- _Exercise input_
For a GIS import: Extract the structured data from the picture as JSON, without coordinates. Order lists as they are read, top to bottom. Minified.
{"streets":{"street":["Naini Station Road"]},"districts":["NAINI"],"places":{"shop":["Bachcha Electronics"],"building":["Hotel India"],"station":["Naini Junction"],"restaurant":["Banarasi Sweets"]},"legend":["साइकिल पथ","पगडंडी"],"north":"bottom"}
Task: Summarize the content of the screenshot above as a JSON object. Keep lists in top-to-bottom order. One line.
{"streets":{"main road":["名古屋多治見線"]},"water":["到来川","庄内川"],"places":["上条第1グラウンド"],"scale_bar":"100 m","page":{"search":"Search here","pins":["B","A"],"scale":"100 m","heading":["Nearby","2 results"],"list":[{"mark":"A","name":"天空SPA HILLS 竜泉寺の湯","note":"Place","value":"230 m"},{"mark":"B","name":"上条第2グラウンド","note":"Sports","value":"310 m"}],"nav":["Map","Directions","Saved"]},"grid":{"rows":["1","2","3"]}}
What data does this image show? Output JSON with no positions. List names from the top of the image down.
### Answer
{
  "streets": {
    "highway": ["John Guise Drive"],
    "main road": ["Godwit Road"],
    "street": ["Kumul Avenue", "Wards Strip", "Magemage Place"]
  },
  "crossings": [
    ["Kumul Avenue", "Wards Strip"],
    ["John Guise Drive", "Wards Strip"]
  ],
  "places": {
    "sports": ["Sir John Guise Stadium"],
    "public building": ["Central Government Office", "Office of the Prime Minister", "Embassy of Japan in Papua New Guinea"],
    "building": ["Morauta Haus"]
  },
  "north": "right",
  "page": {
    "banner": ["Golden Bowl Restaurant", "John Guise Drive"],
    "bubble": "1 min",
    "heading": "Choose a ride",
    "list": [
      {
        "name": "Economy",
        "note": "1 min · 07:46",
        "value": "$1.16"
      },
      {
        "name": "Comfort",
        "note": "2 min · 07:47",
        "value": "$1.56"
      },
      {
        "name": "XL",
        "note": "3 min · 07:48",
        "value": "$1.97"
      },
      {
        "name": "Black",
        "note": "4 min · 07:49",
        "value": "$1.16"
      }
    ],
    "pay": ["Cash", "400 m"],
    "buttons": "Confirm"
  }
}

- _What the task requires_
Find "Task: Summarize the" in the entries above, then repeat its line and all lines after it exactly, down to the last line.

- _Response to the exercise_
Task: Summarize the content of the screenshot above as a JSON object. Keep lists in top-to-bottom order. One line.
{"streets":{"main road":["名古屋多治見線"]},"water":["到来川","庄内川"],"places":["上条第1グラウンド"],"scale_bar":"100 m","page":{"search":"Search here","pins":["B","A"],"scale":"100 m","heading":["Nearby","2 results"],"list":[{"mark":"A","name":"天空SPA HILLS 竜泉寺の湯","note":"Place","value":"230 m"},{"mark":"B","name":"上条第2グラウンド","note":"Sports","value":"310 m"}],"nav":["Map","Directions","Saved"]},"grid":{"rows":["1","2","3"]}}
What data does this image show? Output JSON with no positions. List names from the top of the image down.
### Answer
{
  "streets": {
    "highway": ["John Guise Drive"],
    "main road": ["Godwit Road"],
    "street": ["Kumul Avenue", "Wards Strip", "Magemage Place"]
  },
  "crossings": [
    ["Kumul Avenue", "Wards Strip"],
    ["John Guise Drive", "Wards Strip"]
  ],
  "places": {
    "sports": ["Sir John Guise Stadium"],
    "public building": ["Central Government Office", "Office of the Prime Minister", "Embassy of Japan in Papua New Guinea"],
    "building": ["Morauta Haus"]
  },
  "north": "right",
  "page": {
    "banner": ["Golden Bowl Restaurant", "John Guise Drive"],
    "bubble": "1 min",
    "heading": "Choose a ride",
    "list": [
      {
        "name": "Economy",
        "note": "1 min · 07:46",
        "value": "$1.16"
      },
      {
        "name": "Comfort",
        "note": "2 min · 07:47",
        "value": "$1.56"
      },
      {
        "name": "XL",
        "note": "3 min · 07:48",
        "value": "$1.97"
      },
      {
        "name": "Black",
        "note": "4 min · 07:49",
        "value": "$1.16"
      }
    ],
    "pay": ["Cash", "400 m"],
    "buttons": "Confirm"
  }
}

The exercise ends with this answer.